Study investigators are continuing to collect long-term outcomes and to monitor patients for other clinically significant differences between the study groups. At one and two years, average knee ROM for the sensor-guided group showed improvement to 118.8 degrees and 116.2 degrees, respectively, compared to 116.5 degrees and 116.9 degrees, respectively, for the freehand group (Fig. 1; P = 0.41 and P = 0.87).

“In the future, we hope to assess soft-tissue balance dynamically through a full knee arc of motion, instead of just 10, 45, and 90 degrees of flexion,” added Dr. Sarpong.

The study was limited by a lack of standardization in implant selection among the three arthroplasty surgeons participating in the study, which “may have affected our findings,” noted Dr. Sarpong. He added that, “This [limitation] is reconciled as it allows for greater external validity and prevents the effects of the surgeons using unfamiliar implant systems.”
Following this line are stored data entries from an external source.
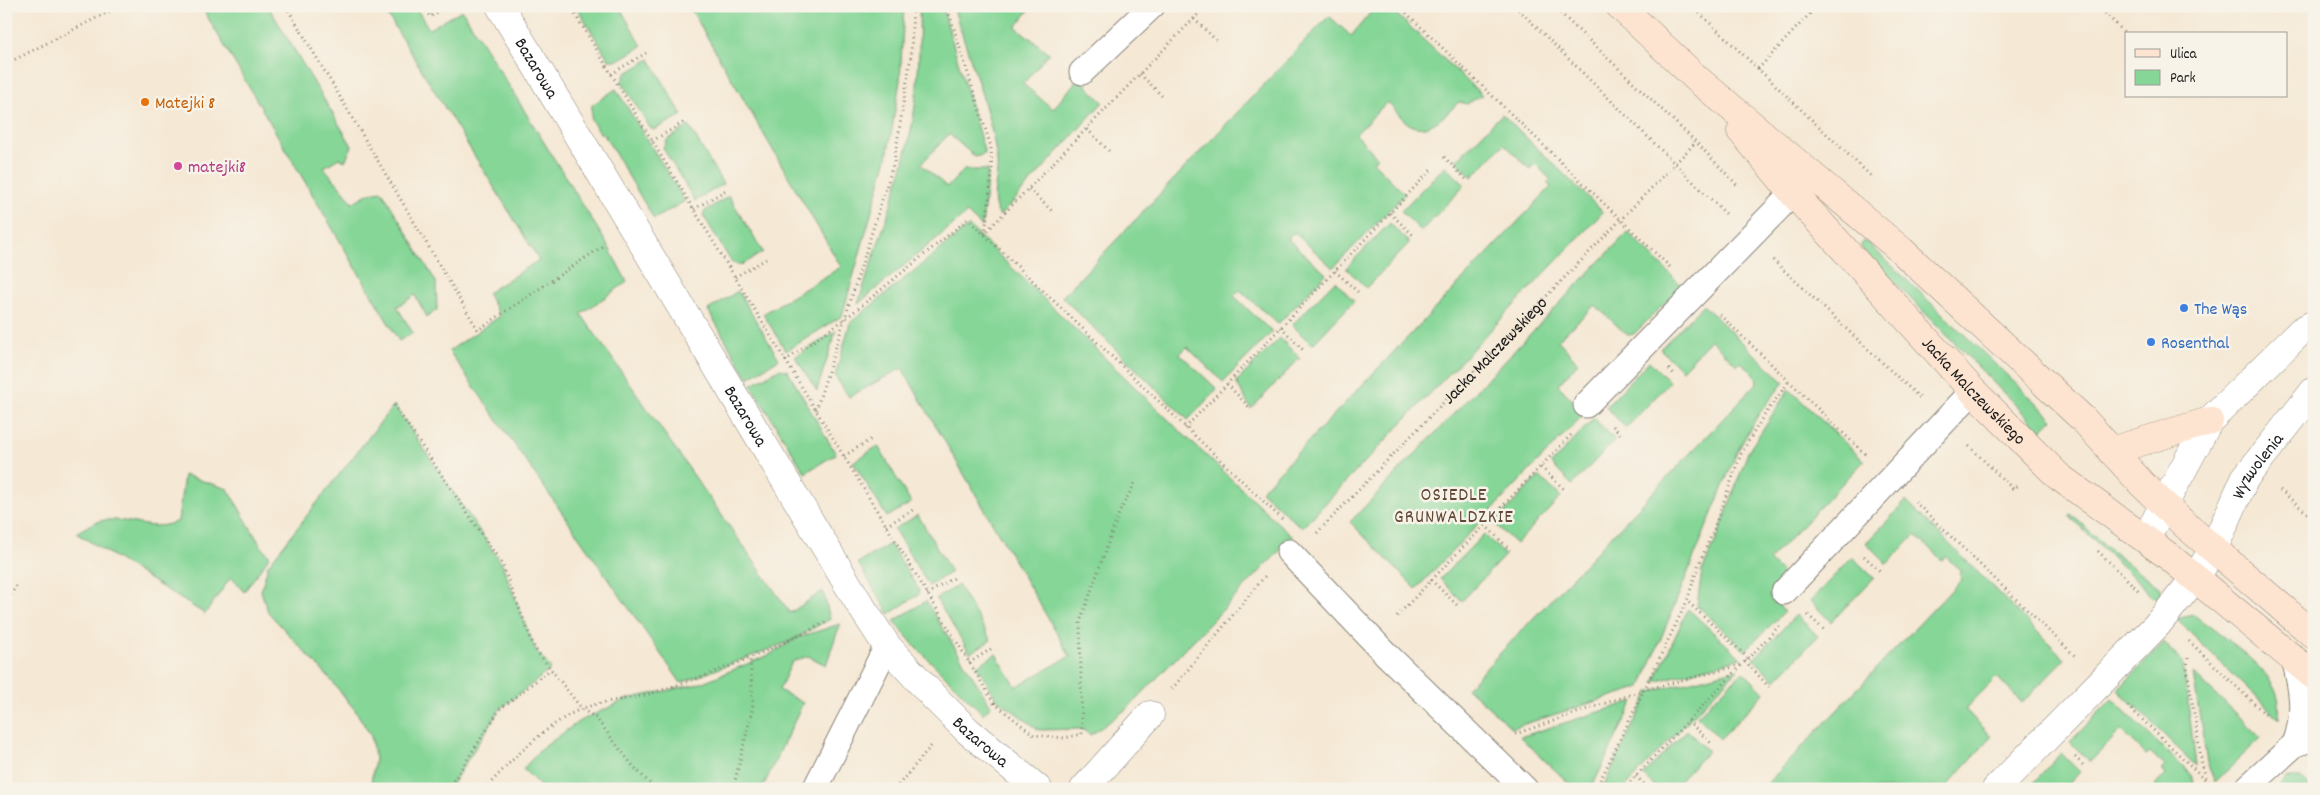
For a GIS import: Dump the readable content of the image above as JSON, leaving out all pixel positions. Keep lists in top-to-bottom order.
{
  "streets": {
    "street": ["Bazarowa", "Jacka Malczewskiego", "Wyzwolenia"]
  },
  "crossings": [
    ["Jacka Malczewskiego", "Wyzwolenia"]
  ],
  "districts": ["OSIEDLE GRUNWALDZKIE"],
  "places": [
    "Matejki 8",
    "matejki8",
    "The Wąs",
    "Rosenthal"
  ],
  "legend": ["Ulica", "Park"]
}
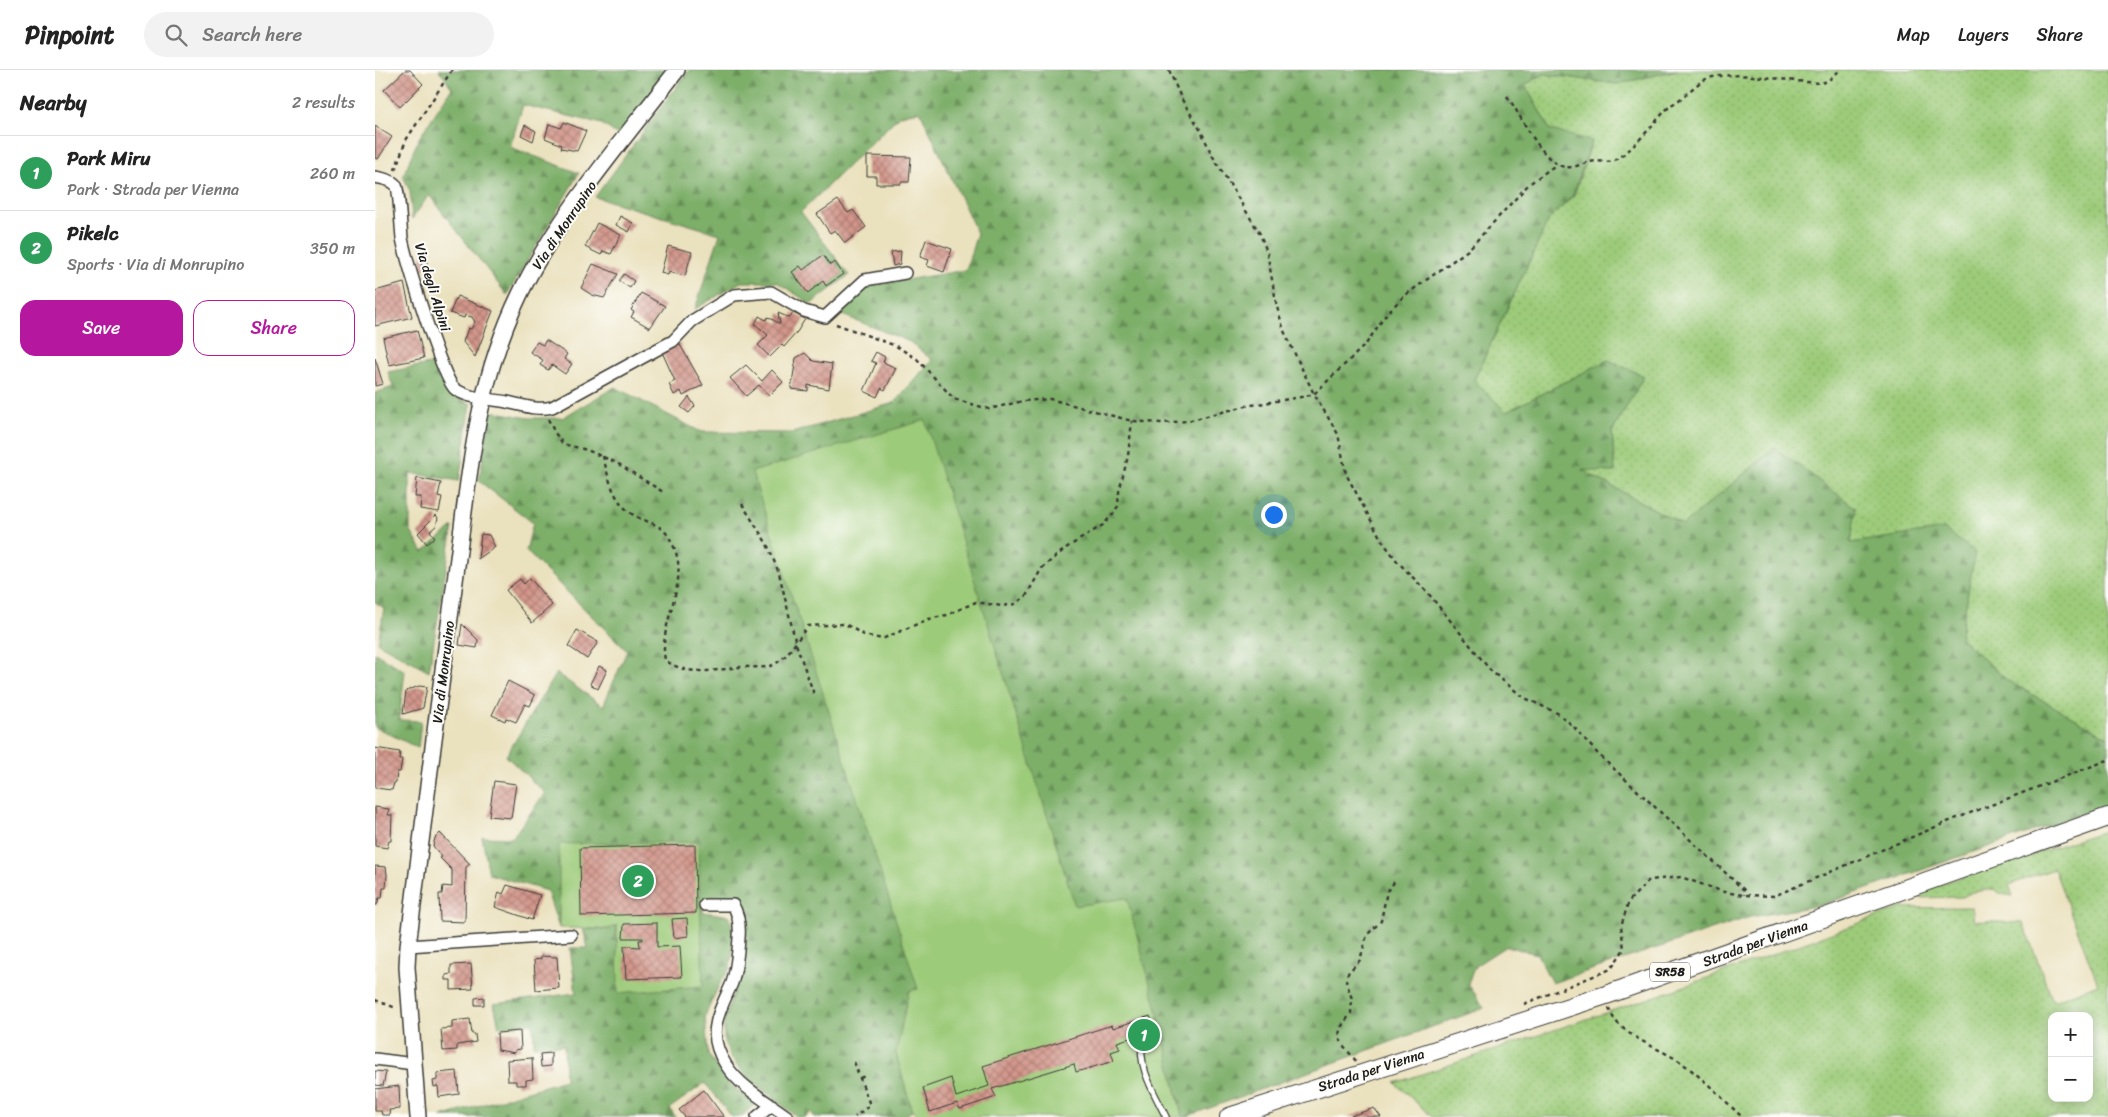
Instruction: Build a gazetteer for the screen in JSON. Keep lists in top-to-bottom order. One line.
{"streets":{"main road":["Via di Monrupino","Strada per Vienna","SR58"],"street":["Via degli Alpini"]},"crossings":[["Via di Monrupino","Via degli Alpini"]],"page":{"header":"Pinpoint","search":"Search here","nav":["Map","Layers","Share"],"heading":["Nearby","2 results"],"list":[{"mark":"1","name":"Park Miru","note":"Park · Strada per Vienna","value":"260 m"},{"mark":"2","name":"Pikelc","note":"Sports · Via di Monrupino","value":"350 m"}],"buttons":["Save","Share"],"pins":["2","1"],"map_buttons":["+","−"]}}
The study will be presented as Paper 450 today at 8 a.m. in Room 3.

Dr. Sarpong’s coauthors of “A Randomized, Controlled Trial of Outcomes in Freehand versus Sensor-guided Balancing in Total Knee Arthroplasty: Results from the Short Term” are Matthew Grosso, MD; Michael B. Held, MD; Carl L. Herndon, MD; Fnu Akshay, MD; Roshan P. Shah, MD; Herbert John Cooper, MD; and Jeffrey A. Geller, MD.